* _Assignment_:
Type out the entries below again, character for character.

* _Collected data entries_:
_ _ _
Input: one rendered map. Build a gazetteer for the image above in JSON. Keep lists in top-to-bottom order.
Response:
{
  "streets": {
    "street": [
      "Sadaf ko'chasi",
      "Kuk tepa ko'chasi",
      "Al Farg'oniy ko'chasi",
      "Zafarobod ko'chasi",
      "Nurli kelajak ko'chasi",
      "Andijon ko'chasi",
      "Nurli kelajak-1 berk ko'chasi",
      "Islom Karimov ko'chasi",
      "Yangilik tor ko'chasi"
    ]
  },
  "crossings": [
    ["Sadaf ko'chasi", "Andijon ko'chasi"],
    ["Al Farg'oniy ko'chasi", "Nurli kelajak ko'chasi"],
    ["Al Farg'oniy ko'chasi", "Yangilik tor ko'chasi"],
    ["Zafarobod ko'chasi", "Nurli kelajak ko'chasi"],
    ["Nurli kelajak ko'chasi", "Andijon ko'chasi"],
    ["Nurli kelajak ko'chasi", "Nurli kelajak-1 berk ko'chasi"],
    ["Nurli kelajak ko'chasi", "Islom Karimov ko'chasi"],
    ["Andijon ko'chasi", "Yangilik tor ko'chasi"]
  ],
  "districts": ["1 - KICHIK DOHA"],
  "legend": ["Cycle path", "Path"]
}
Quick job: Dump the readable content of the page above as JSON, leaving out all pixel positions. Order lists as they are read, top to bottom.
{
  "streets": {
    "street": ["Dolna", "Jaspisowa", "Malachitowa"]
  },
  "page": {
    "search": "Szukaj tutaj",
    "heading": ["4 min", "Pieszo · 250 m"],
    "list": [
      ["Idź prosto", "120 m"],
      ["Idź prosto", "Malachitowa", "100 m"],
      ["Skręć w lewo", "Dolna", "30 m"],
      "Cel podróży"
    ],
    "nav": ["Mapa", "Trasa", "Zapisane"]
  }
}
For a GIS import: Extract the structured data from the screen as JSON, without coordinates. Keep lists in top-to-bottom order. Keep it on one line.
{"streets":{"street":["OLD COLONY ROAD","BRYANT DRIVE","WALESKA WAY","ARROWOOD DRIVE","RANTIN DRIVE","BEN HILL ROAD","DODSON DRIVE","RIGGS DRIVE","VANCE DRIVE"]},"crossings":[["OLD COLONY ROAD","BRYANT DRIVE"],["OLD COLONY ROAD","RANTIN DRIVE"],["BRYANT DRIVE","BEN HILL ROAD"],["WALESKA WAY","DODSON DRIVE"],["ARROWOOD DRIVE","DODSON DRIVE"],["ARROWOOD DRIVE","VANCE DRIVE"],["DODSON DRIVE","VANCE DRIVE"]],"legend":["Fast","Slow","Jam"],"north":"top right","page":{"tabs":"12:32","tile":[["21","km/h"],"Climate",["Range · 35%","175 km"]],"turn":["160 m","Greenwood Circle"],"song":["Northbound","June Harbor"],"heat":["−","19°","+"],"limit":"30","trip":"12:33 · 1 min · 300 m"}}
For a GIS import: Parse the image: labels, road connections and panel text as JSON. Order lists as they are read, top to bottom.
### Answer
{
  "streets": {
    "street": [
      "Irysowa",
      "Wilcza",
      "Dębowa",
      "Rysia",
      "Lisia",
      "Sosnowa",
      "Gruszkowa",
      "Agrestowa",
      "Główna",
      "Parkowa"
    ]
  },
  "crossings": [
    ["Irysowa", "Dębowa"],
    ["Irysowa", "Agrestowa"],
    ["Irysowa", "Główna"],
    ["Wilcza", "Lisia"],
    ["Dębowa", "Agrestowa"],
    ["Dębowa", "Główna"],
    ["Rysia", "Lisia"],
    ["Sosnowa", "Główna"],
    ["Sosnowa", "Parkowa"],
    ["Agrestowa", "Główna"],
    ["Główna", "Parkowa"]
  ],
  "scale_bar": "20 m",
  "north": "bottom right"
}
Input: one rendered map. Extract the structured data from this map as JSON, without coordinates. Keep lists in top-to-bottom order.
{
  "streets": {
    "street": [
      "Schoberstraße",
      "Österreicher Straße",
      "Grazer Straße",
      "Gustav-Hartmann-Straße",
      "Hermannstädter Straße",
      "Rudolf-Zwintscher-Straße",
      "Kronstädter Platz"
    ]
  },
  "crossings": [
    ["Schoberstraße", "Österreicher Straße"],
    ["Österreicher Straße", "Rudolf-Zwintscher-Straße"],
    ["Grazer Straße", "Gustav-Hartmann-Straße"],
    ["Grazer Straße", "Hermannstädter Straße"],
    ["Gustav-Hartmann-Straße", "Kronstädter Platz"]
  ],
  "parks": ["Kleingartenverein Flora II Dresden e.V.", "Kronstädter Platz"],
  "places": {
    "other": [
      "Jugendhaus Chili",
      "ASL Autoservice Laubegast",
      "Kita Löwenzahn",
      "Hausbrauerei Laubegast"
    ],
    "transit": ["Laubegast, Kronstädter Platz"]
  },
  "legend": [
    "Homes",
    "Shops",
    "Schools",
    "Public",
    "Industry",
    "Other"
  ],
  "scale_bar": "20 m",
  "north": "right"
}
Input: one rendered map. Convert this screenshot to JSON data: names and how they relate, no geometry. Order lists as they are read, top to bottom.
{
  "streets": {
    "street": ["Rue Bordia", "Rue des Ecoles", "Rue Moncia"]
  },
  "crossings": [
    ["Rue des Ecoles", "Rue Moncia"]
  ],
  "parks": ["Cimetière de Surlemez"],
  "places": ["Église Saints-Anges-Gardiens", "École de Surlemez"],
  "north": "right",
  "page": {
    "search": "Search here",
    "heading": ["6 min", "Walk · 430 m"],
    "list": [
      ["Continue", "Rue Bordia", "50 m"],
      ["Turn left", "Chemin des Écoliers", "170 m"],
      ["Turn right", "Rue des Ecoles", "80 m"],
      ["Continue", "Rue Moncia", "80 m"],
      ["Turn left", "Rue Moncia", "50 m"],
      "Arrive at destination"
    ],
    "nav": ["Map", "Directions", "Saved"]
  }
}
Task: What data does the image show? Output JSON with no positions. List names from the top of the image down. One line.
_ _ _
* _Solution to this exercise_:
Input: one rendered map. Build a gazetteer for the image above in JSON. Keep lists in top-to-bottom order.
Response:
{
  "streets": {
    "street": [
      "Sadaf ko'chasi",
      "Kuk tepa ko'chasi",
      "Al Farg'oniy ko'chasi",
      "Zafarobod ko'chasi",
      "Nurli kelajak ko'chasi",
      "Andijon ko'chasi",
      "Nurli kelajak-1 berk ko'chasi",
      "Islom Karimov ko'chasi",
      "Yangilik tor ko'chasi"
    ]
  },
  "crossings": [
    ["Sadaf ko'chasi", "Andijon ko'chasi"],
    ["Al Farg'oniy ko'chasi", "Nurli kelajak ko'chasi"],
    ["Al Farg'oniy ko'chasi", "Yangilik tor ko'chasi"],
    ["Zafarobod ko'chasi", "Nurli kelajak ko'chasi"],
    ["Nurli kelajak ko'chasi", "Andijon ko'chasi"],
    ["Nurli kelajak ko'chasi", "Nurli kelajak-1 berk ko'chasi"],
    ["Nurli kelajak ko'chasi", "Islom Karimov ko'chasi"],
    ["Andijon ko'chasi", "Yangilik tor ko'chasi"]
  ],
  "districts": ["1 - KICHIK DOHA"],
  "legend": ["Cycle path", "Path"]
}
Quick job: Dump the readable content of the page above as JSON, leaving out all pixel positions. Order lists as they are read, top to bottom.
{
  "streets": {
    "street": ["Dolna", "Jaspisowa", "Malachitowa"]
  },
  "page": {
    "search": "Szukaj tutaj",
    "heading": ["4 min", "Pieszo · 250 m"],
    "list": [
      ["Idź prosto", "120 m"],
      ["Idź prosto", "Malachitowa", "100 m"],
      ["Skręć w lewo", "Dolna", "30 m"],
      "Cel podróży"
    ],
    "nav": ["Mapa", "Trasa", "Zapisane"]
  }
}
For a GIS import: Extract the structured data from the screen as JSON, without coordinates. Keep lists in top-to-bottom order. Keep it on one line.
{"streets":{"street":["OLD COLONY ROAD","BRYANT DRIVE","WALESKA WAY","ARROWOOD DRIVE","RANTIN DRIVE","BEN HILL ROAD","DODSON DRIVE","RIGGS DRIVE","VANCE DRIVE"]},"crossings":[["OLD COLONY ROAD","BRYANT DRIVE"],["OLD COLONY ROAD","RANTIN DRIVE"],["BRYANT DRIVE","BEN HILL ROAD"],["WALESKA WAY","DODSON DRIVE"],["ARROWOOD DRIVE","DODSON DRIVE"],["ARROWOOD DRIVE","VANCE DRIVE"],["DODSON DRIVE","VANCE DRIVE"]],"legend":["Fast","Slow","Jam"],"north":"top right","page":{"tabs":"12:32","tile":[["21","km/h"],"Climate",["Range · 35%","175 km"]],"turn":["160 m","Greenwood Circle"],"song":["Northbound","June Harbor"],"heat":["−","19°","+"],"limit":"30","trip":"12:33 · 1 min · 300 m"}}
For a GIS import: Parse the image: labels, road connections and panel text as JSON. Order lists as they are read, top to bottom.
### Answer
{
  "streets": {
    "street": [
      "Irysowa",
      "Wilcza",
      "Dębowa",
      "Rysia",
      "Lisia",
      "Sosnowa",
      "Gruszkowa",
      "Agrestowa",
      "Główna",
      "Parkowa"
    ]
  },
  "crossings": [
    ["Irysowa", "Dębowa"],
    ["Irysowa", "Agrestowa"],
    ["Irysowa", "Główna"],
    ["Wilcza", "Lisia"],
    ["Dębowa", "Agrestowa"],
    ["Dębowa", "Główna"],
    ["Rysia", "Lisia"],
    ["Sosnowa", "Główna"],
    ["Sosnowa", "Parkowa"],
    ["Agrestowa", "Główna"],
    ["Główna", "Parkowa"]
  ],
  "scale_bar": "20 m",
  "north": "bottom right"
}
Input: one rendered map. Extract the structured data from this map as JSON, without coordinates. Keep lists in top-to-bottom order.
{
  "streets": {
    "street": [
      "Schoberstraße",
      "Österreicher Straße",
      "Grazer Straße",
      "Gustav-Hartmann-Straße",
      "Hermannstädter Straße",
      "Rudolf-Zwintscher-Straße",
      "Kronstädter Platz"
    ]
  },
  "crossings": [
    ["Schoberstraße", "Österreicher Straße"],
    ["Österreicher Straße", "Rudolf-Zwintscher-Straße"],
    ["Grazer Straße", "Gustav-Hartmann-Straße"],
    ["Grazer Straße", "Hermannstädter Straße"],
    ["Gustav-Hartmann-Straße", "Kronstädter Platz"]
  ],
  "parks": ["Kleingartenverein Flora II Dresden e.V.", "Kronstädter Platz"],
  "places": {
    "other": [
      "Jugendhaus Chili",
      "ASL Autoservice Laubegast",
      "Kita Löwenzahn",
      "Hausbrauerei Laubegast"
    ],
    "transit": ["Laubegast, Kronstädter Platz"]
  },
  "legend": [
    "Homes",
    "Shops",
    "Schools",
    "Public",
    "Industry",
    "Other"
  ],
  "scale_bar": "20 m",
  "north": "right"
}
Input: one rendered map. Convert this screenshot to JSON data: names and how they relate, no geometry. Order lists as they are read, top to bottom.
{
  "streets": {
    "street": ["Rue Bordia", "Rue des Ecoles", "Rue Moncia"]
  },
  "crossings": [
    ["Rue des Ecoles", "Rue Moncia"]
  ],
  "parks": ["Cimetière de Surlemez"],
  "places": ["Église Saints-Anges-Gardiens", "École de Surlemez"],
  "north": "right",
  "page": {
    "search": "Search here",
    "heading": ["6 min", "Walk · 430 m"],
    "list": [
      ["Continue", "Rue Bordia", "50 m"],
      ["Turn left", "Chemin des Écoliers", "170 m"],
      ["Turn right", "Rue des Ecoles", "80 m"],
      ["Continue", "Rue Moncia", "80 m"],
      ["Turn left", "Rue Moncia", "50 m"],
      "Arrive at destination"
    ],
    "nav": ["Map", "Directions", "Saved"]
  }
}
Task: What data does the image show? Output JSON with no positions. List names from the top of the image down. One line.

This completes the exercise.